Total market volume in the Nasdaq surged 17% higher yesterday, marking the single highest volume day in the Nasdaq since April 29 (which was a “distribution day”). Volume in the NYSE also came in approximately 24% higher than the previous day’s level. Because both the S&P and Nasdaq closed higher yesterday AND on higher volume, it was technically a bullish “accumulation day.” However, considering that the major indices closed near their lowest levels of the session, bulls should be reluctant to get very excited about the strong volume increases. Analyzing yesterday’s volume a bit closer, you will also notice that the volume was as equally high during the afternoon selloff as it was during the morning rally.

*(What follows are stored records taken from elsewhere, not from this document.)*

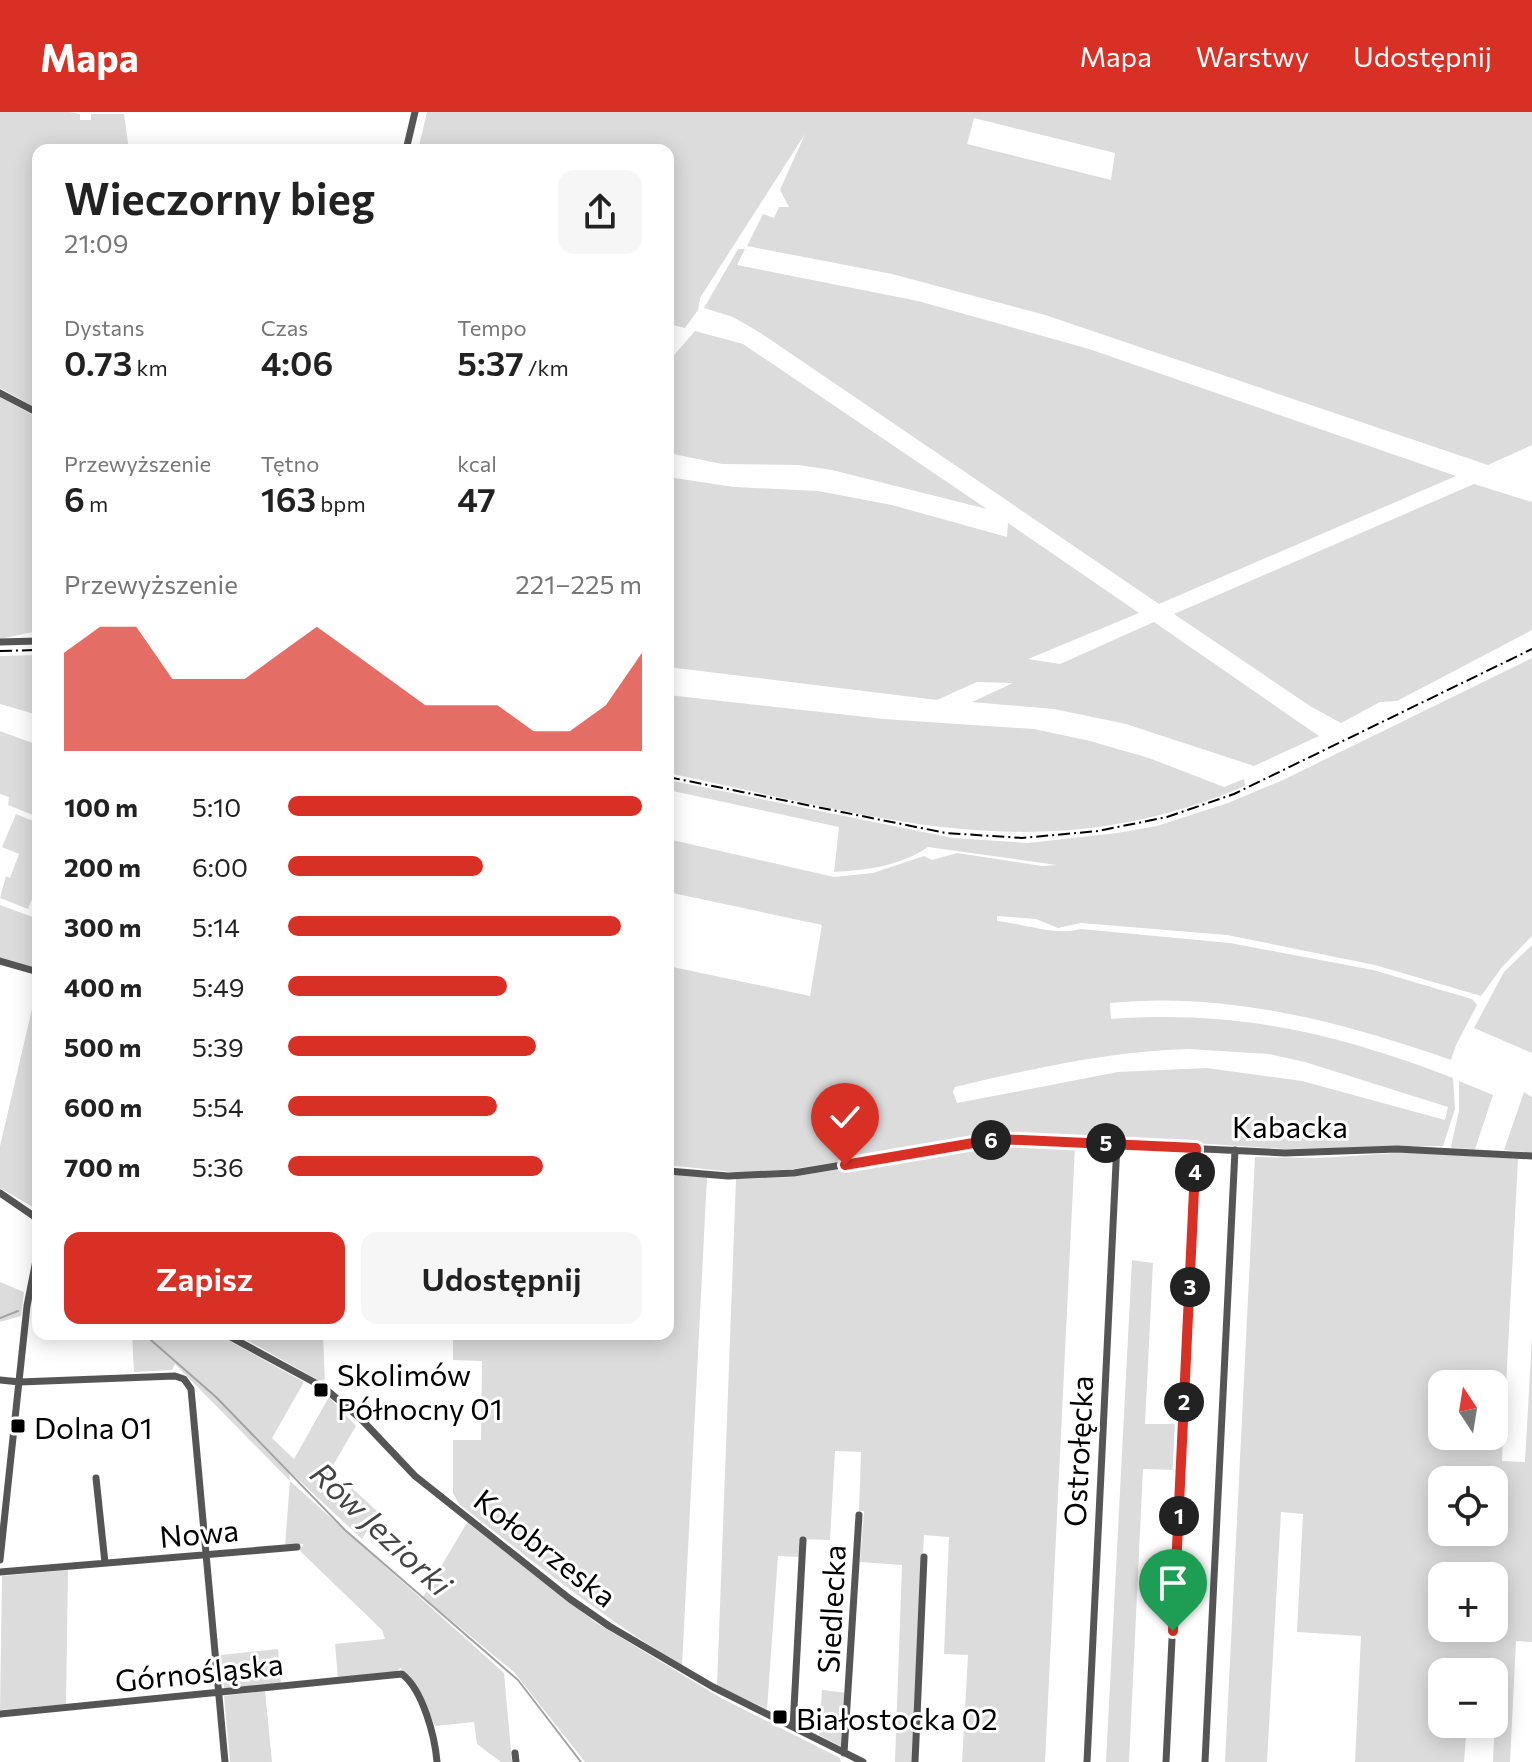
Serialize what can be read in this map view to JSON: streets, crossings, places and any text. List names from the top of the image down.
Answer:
{
  "streets": {
    "street": [
      "Kabacka",
      "Ostrołęcka",
      "Nowa",
      "Kołobrzeska",
      "Siedlecka",
      "Górnośląska"
    ]
  },
  "crossings": [
    ["Kabacka", "Ostrołęcka"],
    ["Kołobrzeska", "Siedlecka"]
  ],
  "water": ["Rów Jeziorki"],
  "places": {
    "transit": ["Skolimów Północny 01", "Dolna 01", "Białostocka 02"]
  },
  "north": "top",
  "page": {
    "header": "Mapa",
    "nav": ["Mapa", "Warstwy", "Udostępnij"],
    "heading": ["Wieczorny bieg", "21:09"],
    "stats": [
      ["Dystans", "0.73 km"],
      ["Czas", "4:06"],
      ["Tempo", "5:37 /km"],
      ["Przewyższenie", "6 m"],
      ["Tętno", "163 bpm"],
      ["kcal", "47"]
    ],
    "chart": ["Przewyższenie", "221–225 m"],
    "list": [
      {
        "name": "100 m",
        "note": "5:10"
      },
      {
        "name": "200 m",
        "note": "6:00"
      },
      {
        "name": "300 m",
        "note": "5:14"
      },
      {
        "name": "400 m",
        "note": "5:49"
      },
      {
        "name": "500 m",
        "note": "5:39"
      },
      {
        "name": "600 m",
        "note": "5:54"
      },
      {
        "name": "700 m",
        "note": "5:36"
      }
    ],
    "pins": [
      "6",
      "5",
      "4",
      "3",
      "2",
      "1"
    ],
    "buttons": ["Zapisz", "Udostępnij"],
    "map_buttons": ["+", "−"]
  }
}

As per the intraday e-mail alerts that were sent to subscribers yesterday, we took profits on our long position in SMH (Semiconductor HOLDR). Although it had not yet achieved our anticipated price target, the problem is that the closely followed $SOX index ran into resistance of its 200-day moving average. SMH was still trading below resistance of its 200-day MA, but SMH follows the $SOX index, not the other way around. Therefore, we made a decision to sell half of SMH at its mid-day high, and trailed a tight stop on the remaining half position, which later triggered during the afternoon selloff. This resulted in an average sell price of $34.41 on the full position, which equated to a net percentage gain of 5.3% since our November 12 entry. The daily chart of the $SOX below illustrates how the index ran into resistance of its 200-day MA yesterday. Obviously, this is likely to act as a resistance level going into today as well:

Despite yesterday being an “accumulation day,” we now recommend caution on the long side of the market, at least in the short-term. The broad market, which was already quite extended away from support, surged to new highs AND on much higher volume yesterday. But the afternoon reversal down to the morning lows suggests that institutions were using yesterday morning’s gains as a chance to sell into strength and lock in profits. When this occurs, the bearish action of the afternoon usually follows through to the downside the following morning. The resistance levels of the $SOX index, as discussed above, is another reason to be cautious. While we do not advocate aggressively entering new short positions here, the daily and hourly charts of the major indices are starting to look poised for a correction. Therefore, it is probably a pretty decent risk to “test the water” on the short side of the market. But if you do, be sure to keep tight stops in place because the broad market has been, as you know, quite resilient lately. As for long positions, continue trailing those stops to protect your gains. You may want to use any strength in the broad market today as a chance to unload your long positions. If the major indices continue to go higher from here, remember you can always simply re-enter your positions. Excessive greed to catch every last penny of a rally always kills many investors and traders.

Today’s watch list:

IWM – Russell 2000 Small-Cap Index Tracking Stock

Trigger = below 123.40 (below yesterday’s low)
Target = 119.10 (support of the 20-day MA)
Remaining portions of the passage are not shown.